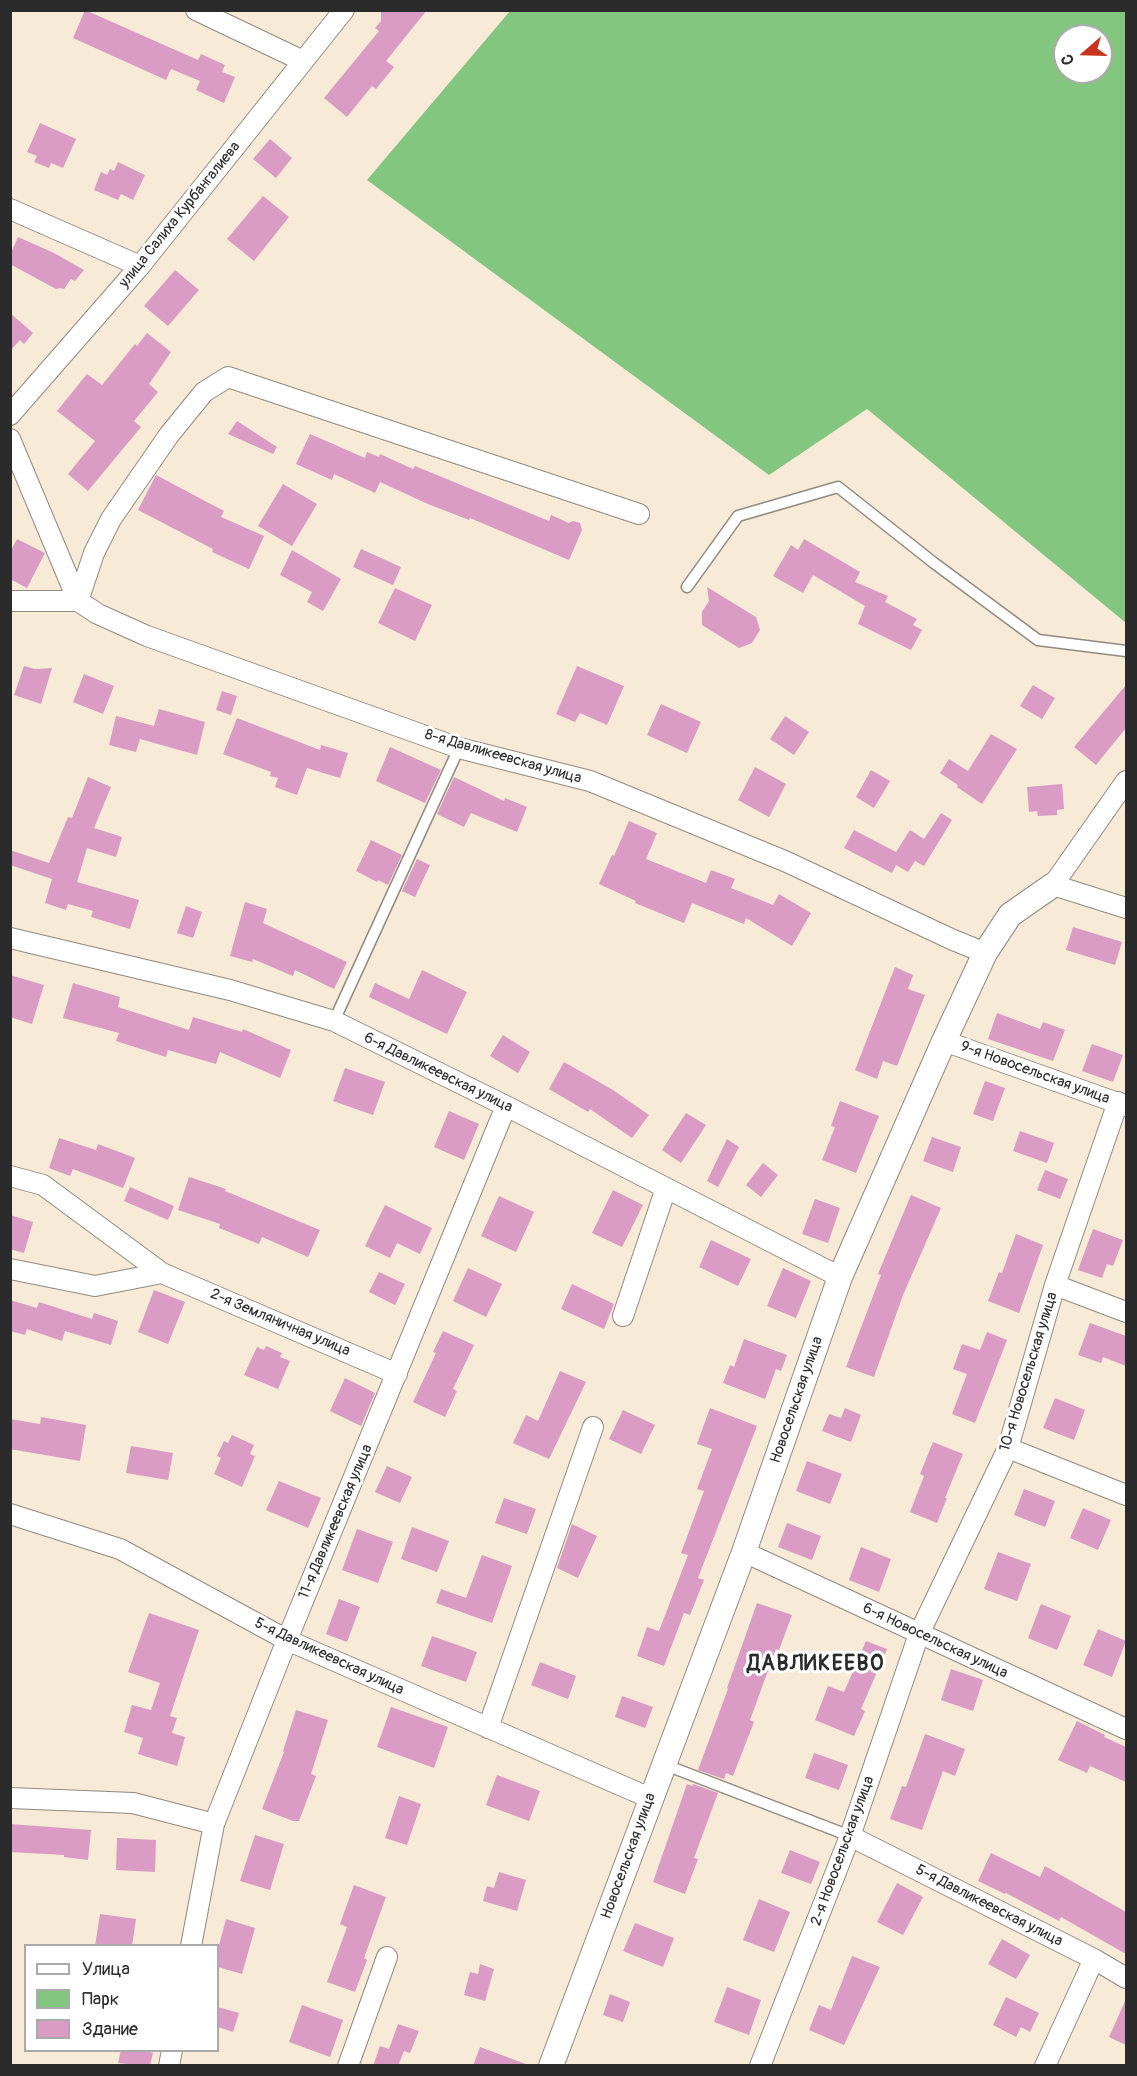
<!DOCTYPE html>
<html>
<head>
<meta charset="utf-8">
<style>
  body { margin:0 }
  #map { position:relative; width:1137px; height:2076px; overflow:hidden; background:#f7ead7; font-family:Pangolin,sans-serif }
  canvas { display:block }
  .frame { position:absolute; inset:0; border:12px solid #2b2b2b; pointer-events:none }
  .legend { position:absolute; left:24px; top:1944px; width:195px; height:108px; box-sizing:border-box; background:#fff; border:2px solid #aaa; margin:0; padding:8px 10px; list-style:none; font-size:18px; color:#2b2b2b }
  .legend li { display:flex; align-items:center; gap:12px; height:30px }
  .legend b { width:30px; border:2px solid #aaa }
  .north { position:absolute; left:1053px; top:24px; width:60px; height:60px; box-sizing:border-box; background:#fff; border:2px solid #aaa; border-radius:50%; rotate:250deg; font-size:16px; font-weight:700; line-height:24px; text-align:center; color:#2b2b2b }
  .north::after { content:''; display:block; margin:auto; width:21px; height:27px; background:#c8321e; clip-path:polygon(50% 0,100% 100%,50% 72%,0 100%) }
</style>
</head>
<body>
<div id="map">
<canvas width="1137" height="2076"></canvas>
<div class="frame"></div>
<ul class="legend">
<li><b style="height:8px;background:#fff"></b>Улица</li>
<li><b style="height:16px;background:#82c680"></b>Парк</li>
<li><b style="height:16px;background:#da9bc4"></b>Здание</li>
</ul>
<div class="north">С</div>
</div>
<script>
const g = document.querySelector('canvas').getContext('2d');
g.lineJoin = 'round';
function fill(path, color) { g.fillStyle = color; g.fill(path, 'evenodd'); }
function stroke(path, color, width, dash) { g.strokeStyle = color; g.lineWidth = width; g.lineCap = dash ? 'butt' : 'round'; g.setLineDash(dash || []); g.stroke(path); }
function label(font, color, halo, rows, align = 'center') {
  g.font = font + ' Pangolin,sans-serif'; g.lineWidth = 6; g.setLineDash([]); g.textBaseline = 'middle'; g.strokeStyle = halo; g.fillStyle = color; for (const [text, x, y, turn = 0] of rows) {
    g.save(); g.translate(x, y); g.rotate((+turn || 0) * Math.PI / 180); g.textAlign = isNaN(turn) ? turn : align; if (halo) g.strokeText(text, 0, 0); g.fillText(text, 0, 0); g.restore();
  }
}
const green = new Path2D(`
  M510 11H1126V623L867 409 769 475 367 180ZM1065 36H1101V72H1065Z`);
const building = new Path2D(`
  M85 10 198 60 201 54 225 65 222 72 235 77 224 103 196 90 200 81 171 69 166 80 73 38Z
  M381 10H427L386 61 394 67 376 89 372 86 347 117 324 98 379 31 375 28 381 21Z
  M40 123 76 139 63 168 51 163 49 168 34 162 37 156 27 152Z
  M270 139 292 158 276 178 253 159Z
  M118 162 145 175 133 200 121 194 118 200 94 190 101 172 107 175 110 169 114 171Z
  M263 196 289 217 254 261 227 239Z
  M18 237 54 253 84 270 75 281 71 279 64 289 60 288 56 289 10 264V255Z
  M175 270 199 290 168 326 144 306Z
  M10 313 33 333 24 344 20 340 10 351Z
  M147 333 171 352 149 384 158 392 134 421 141 427 88 491 68 474 95 441 57 411 87 374 102 385 135 344 137 346Z
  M237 421 277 447 273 454 228 434Z
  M310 434 365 458 367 452 379 457 380 454 413 469 415 466 549 521 551 515 569 523 573 521 580 523 582 530 569 560 470 518 469 520 428 504 380 482 375 493 334 474 332 480 296 464Z
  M156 475 224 511 221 517 264 536 249 569 212 552 213 549 138 510Z
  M283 484 317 504 292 546 258 526Z
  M17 539 45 553 27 588 10 579V552Z
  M804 539 860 572 855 582 888 596 885 602 917 619 913 625 922 630 911 650 858 624 865 606 813 575 803 593 773 576 791 545 798 550Z
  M361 549 401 567 393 585 353 567Z
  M292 550 341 579 323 611 307 602 312 592 280 575Z
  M707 587 756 617 760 630 752 643 739 648 702 625V612L709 601Z
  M395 588 432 605 415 641 378 623Z
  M24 666 35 669 52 668 41 704 14 695Z
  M577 666 624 686 607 725 580 713 575 722 556 714Z
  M84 674 114 686 103 714 73 702Z
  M1033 685 1055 698 1042 719 1020 706Z
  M1126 685V728L1096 765 1074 747Z
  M222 691 237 696 231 715 216 710Z
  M661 704 701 722 687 753 647 735Z
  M159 709 205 722 197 755 140 739 136 752 109 745 116 716 154 726Z
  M785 716 809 732 794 755 770 739Z
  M237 718 320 750 321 745 348 753 340 778 307 768 297 795 275 787 278 778 270 776 271 772 223 754Z
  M991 734 1017 749 982 804 957 787 958 785 940 773 949 759 968 771Z
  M390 747 441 770 425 803 376 781Z
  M755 767 786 784 769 817 738 800Z
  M871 770 890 781 874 808 856 797Z
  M88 777 111 787 94 828 122 837 116 857 87 848 77 882 139 900 130 929 91 917 93 911 68 904 66 910 45 903 52 879 10 865V850L49 863 68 817 72 818Z
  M454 777 504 801 505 798 527 807 517 832 471 813 464 827 437 814Z
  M1062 784 1064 809 1057 810V815L1038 816 1037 811 1029 812 1027 787Z
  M941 813 952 820 924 866 915 861 908 872 896 865 892 873 844 848 854 830 896 852 910 830 924 839Z
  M629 821 657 833 646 859 706 883 711 870 735 879 731 888 773 905 779 894 811 913 792 946 746 918 744 924 692 903 684 923 635 903 636 901 599 884 612 855 614 856Z
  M371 840 402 855 388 885 378 880 377 882 356 871Z
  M417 859 430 865 415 897 402 891Z
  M245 902 267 909 263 923 347 962 334 989 295 970 293 976 253 959 252 962 230 956Z
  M186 906 202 912 193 938 177 933Z
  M1073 927 1122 942 1115 965 1066 950Z
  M895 967 913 975 908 989 925 995 897 1066 883 1061 877 1079 855 1070Z
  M422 970 467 992 447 1034 369 997 375 983 409 999Z
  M10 975 44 985 32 1024 10 1017Z
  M73 983 120 997 118 1007 189 1030 193 1017 242 1032 243 1029 291 1050 280 1078 220 1052 216 1064 168 1050 166 1057 116 1041 119 1033 63 1018Z
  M997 1013 1040 1029 1043 1022 1065 1030 1053 1061 988 1039Z
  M503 1035 530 1052 518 1073 490 1056Z
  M1092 1044 1123 1055 1113 1082 1082 1071Z
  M564 1062 613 1090 649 1115 632 1138 590 1109 588 1112 549 1089Z
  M345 1068 385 1082 373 1115 333 1101Z
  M985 1081 1005 1088 993 1121 973 1114Z
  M840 1101 879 1116 856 1173 822 1160 835 1127 831 1126Z
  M449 1111 479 1124 464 1160 434 1147Z
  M686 1113 706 1125 681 1163 662 1150Z
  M1020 1131 1054 1143 1047 1163 1013 1151Z
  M932 1137 961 1147 953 1172 923 1161Z
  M59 1138 96 1150 98 1144 135 1158 123 1188 73 1169 70 1176 49 1168Z
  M727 1139 739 1147 718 1187 707 1181Z
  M763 1163 778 1175 761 1197 746 1185Z
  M1045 1170 1068 1179 1060 1199 1037 1190Z
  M189 1177 226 1189 225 1191 320 1230 308 1257 262 1237 259 1244 219 1228 220 1224 178 1210Z
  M130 1187 174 1206 168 1220 124 1201Z
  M613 1190 643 1205 622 1247 592 1233Z
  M911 1195 941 1208 903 1295 874 1377 846 1367 881 1275 878 1274Z
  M499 1196 534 1212 516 1252 481 1236Z
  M815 1199 840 1208 828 1243 802 1234Z
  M385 1205 432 1228 420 1254 397 1243 390 1258 365 1246Z
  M10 1215 33 1222 24 1253 10 1249Z
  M1093 1229 1123 1240 1113 1266 1107 1264 1102 1278 1078 1270Z
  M1016 1234 1043 1245 1019 1313 988 1301 999 1272 1002 1273Z
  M711 1240 751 1259 738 1286 699 1267Z
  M468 1268 502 1284 486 1317 453 1301Z
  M783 1268 811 1281 796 1318 767 1306Z
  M379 1272 405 1284 395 1305 369 1292Z
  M572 1284 614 1304 604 1329 561 1309Z
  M154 1290 185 1302 168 1344 138 1332Z
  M10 1300 37 1308 39 1302 92 1319 94 1313 118 1321 111 1345 65 1331 62 1341 27 1329 25 1335 10 1331Z
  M1090 1323 1126 1336V1366L1103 1357 1101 1363 1078 1355Z
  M443 1331 474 1345 453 1389 457 1391 445 1417 413 1402 436 1353 433 1352Z
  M987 1332 1007 1340 975 1423 952 1414 967 1374 953 1369 962 1344 980 1350Z
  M744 1339 787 1355 781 1371 776 1369 765 1399 723 1383 730 1365 734 1367Z
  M266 1346 282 1353 280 1357 290 1361 278 1389 244 1375 257 1347 264 1350Z
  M560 1371 586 1382 549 1459 513 1443 526 1415 538 1421Z
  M345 1378 375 1393 361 1426 330 1411Z
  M1055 1398 1085 1410 1074 1440 1043 1428Z
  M710 1408 757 1426 698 1578 704 1580 690 1615 684 1613 664 1666 637 1656 647 1627 659 1631 688 1555 681 1553 704 1491 697 1489 712 1449 697 1444Z
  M845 1408 861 1415 851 1442 822 1431 829 1414 841 1418Z
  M623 1410 655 1425 641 1454 609 1439Z
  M41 1417 86 1425 80 1461 10 1449V1419L40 1424Z
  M232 1435 254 1445 250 1454 255 1456 242 1487 214 1474 221 1458 217 1456 224 1441 228 1443Z
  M933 1442 963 1454 945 1498H947L937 1523 910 1512 924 1476 920 1474Z
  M131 1446 173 1453 168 1480 126 1473Z
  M807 1461 842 1474 830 1504 796 1491Z
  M387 1466 412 1477 400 1503 375 1492Z
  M279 1481 321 1498 308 1528 266 1510Z
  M1024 1489 1055 1501 1045 1527 1014 1515Z
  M504 1498 536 1509 527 1534 495 1523Z
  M1083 1508 1111 1520 1098 1550 1070 1538Z
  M787 1523 821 1536 812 1560 778 1547Z
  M572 1524 597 1536 578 1578 557 1568Z
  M412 1527 449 1541 437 1572 401 1559Z
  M357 1529 393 1542 378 1583 342 1570Z
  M861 1547 891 1559 879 1592 849 1580Z
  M998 1552 1031 1564 1017 1601 984 1589Z
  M482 1555 512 1566 492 1623 436 1603 441 1589 466 1598Z
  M339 1599 360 1607 347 1642 326 1634Z
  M757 1603 792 1615 779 1650 776 1649 750 1720 754 1722 733 1776 726 1773 724 1779 698 1770 728 1689 727 1688Z
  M1041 1604 1071 1616 1057 1650 1028 1638Z
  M149 1613 199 1630 170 1716 177 1718 172 1733 185 1737 177 1766 138 1754 143 1738 124 1732 132 1705 151 1710 160 1683 128 1672Z
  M1098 1629 1126 1641 1112 1677 1083 1665Z
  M432 1636 477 1652 466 1682 421 1666Z
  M866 1641 887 1649 861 1709 865 1711 854 1736 815 1720 828 1686 844 1692Z
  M540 1662 576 1676 568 1699 531 1685Z
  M951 1669 983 1680 973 1711 941 1700Z
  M622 1696 653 1707 645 1728 615 1717Z
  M391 1707 448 1727 434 1768 377 1747Z
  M296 1710 328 1720 311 1774 316 1776 299 1821H293L262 1809 284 1752 283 1751Z
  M1077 1721 1105 1735 1104 1737 1126 1747V1782L1090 1766 1087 1773 1058 1760Z
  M925 1734 965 1749 955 1776 943 1771 922 1830 890 1819 902 1786 906 1787Z
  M814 1753 848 1765 839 1790 805 1778Z
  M497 1775 540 1791 529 1821 486 1805Z
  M687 1784 692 1786 693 1784 718 1793 694 1858 698 1859 685 1894 653 1882Z
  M399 1796 421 1804 407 1845 385 1838Z
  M10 1824 91 1830 88 1860 64 1857V1855L10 1852Z
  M255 1835 284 1844 270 1890 240 1881Z
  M117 1838 156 1840 155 1872 116 1870Z
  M790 1850 820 1862 811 1884 781 1873Z
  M991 1853 1040 1877 1045 1866 1126 1912V1954L1061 1917 1059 1921 1006 1893 1005 1894 978 1881Z
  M499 1872 526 1880 517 1911 483 1901 487 1886 494 1888Z
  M897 1883 923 1897 903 1935 877 1922Z
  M354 1885 386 1897 364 1958 367 1960 355 1992 327 1982 347 1927 340 1924Z
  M759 1899 790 1912 774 1952 743 1940Z
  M100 1914 136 1919 132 1946H95Z
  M226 1919 255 1928 242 1974 218 1967V1949Z
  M635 1923 674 1938 663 1967 623 1951Z
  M1002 1939 1030 1955 1016 1979 988 1964Z
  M852 1956 880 1967 844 2045 809 2030 819 2005 831 2010Z
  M480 1964 494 1969 485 2001 464 1995 470 1972 478 1974Z
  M727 1987 761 2000 749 2035 714 2022Z
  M610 1994 630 2002 623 2022 603 2015Z
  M1006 1997 1039 2013 1030 2032 1021 2027 1016 2037 993 2025Z
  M1126 1999V2045L1109 2037Z
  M302 2005 343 2020 330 2057 289 2042Z
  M218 2007 239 2013 233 2032 218 2027Z
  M398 2024 419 2031 410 2053 404 2051 398 2066H373L380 2046 389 2049Z
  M480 2047 526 2064V2066H473Z
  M121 2050H144L153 2053 150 2066 118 2063Z`);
const service = new Path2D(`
  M687 587 738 516 838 487 934 563 1038 640 1126 651
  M334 1021 459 748
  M663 1764 850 1836`);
const minor = new Path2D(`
  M196 10 303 61
  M10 209 140 266
  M10 415 140 266 344 10
  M10 439 78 601
  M10 601H78L98 614 147 636 459 748 590 781 787 862 951 939 985 953
  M78 601 94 553 111 519 169 435 204 392 228 377 639 514
  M1126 781 1053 885 1126 908
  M10 938 230 990 334 1021 506 1106 840 1277
  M944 1041 1126 1106
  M10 1176 43 1185 162 1273 397 1374
  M10 1269 95 1286 162 1273
  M1055 1285 1126 1312
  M623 1316 666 1188
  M1008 1448 1126 1495
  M10 1514 120 1549 287 1640 650 1798
  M744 1552 1126 1729
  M488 1728 593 1427
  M10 1798 133 1803 214 1824
  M850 1836 1094 1959 1126 1978
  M191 1946 214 1824 287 1640 506 1106
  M169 2066 172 2050
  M348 2066 387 1957
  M760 2066 850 1836 919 1634 1008 1448 1055 1285 1118 1102
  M1045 2066 1094 1959`);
const tertiary = new Path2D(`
  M551 2066 744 1552 840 1277 944 1041 985 953 1010 915 1053 885`);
const streetNames = [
  ["улица Салиха Курбангалиева",180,215,-51],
  ["8-я Давликеевская улица",503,757,16],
  ["6-я Давликеевская улица",438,1073,26],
  ["9-я Новосельская улица",1035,1073,20],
  ["2-я Земляничная улица",280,1323,23],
  ["10-я Новосельская улица",1029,1372,-73],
  ["Новосельская улица",797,1400,-71],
  ["11-я Давликеевская улица",336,1522,-67],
  ["6-я Новосельская улица",935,1641,25],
  ["5-я Давликеевская улица",329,1657,25],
  ["2-я Новосельская улица",843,1851,-70],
  ["Новосельская улица",629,1856,-70],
  ["5-я Давликеевская улица",989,1906,27]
];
const districtNames = [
  ["ДАВЛИКЕЕВО",816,1665]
];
fill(green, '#82c680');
fill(building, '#da9bc4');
stroke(service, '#918a81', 13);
stroke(minor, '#918a81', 22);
stroke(tertiary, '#918a81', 26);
stroke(service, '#fff', 10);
stroke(minor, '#fff', 20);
stroke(tertiary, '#fff', 24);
label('15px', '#2b2b2b', '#fff', streetNames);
g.letterSpacing = '1.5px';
label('bold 21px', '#2b2b2b', '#fff', districtNames);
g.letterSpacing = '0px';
</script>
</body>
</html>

....................

> **About this exercise**: The lines you need are those containing "function"; find them in the records and copy them.

> **Reply**:
function fill(path, color) { g.fillStyle = color; g.fill(path, 'evenodd'); }
function stroke(path, color, width, dash) { g.strokeStyle = color; g.lineWidth = width; g.lineCap = dash ? 'butt' : 'round'; g.setLineDash(dash || []); g.stroke(path); }
function label(font, color, halo, rows, align = 'center') {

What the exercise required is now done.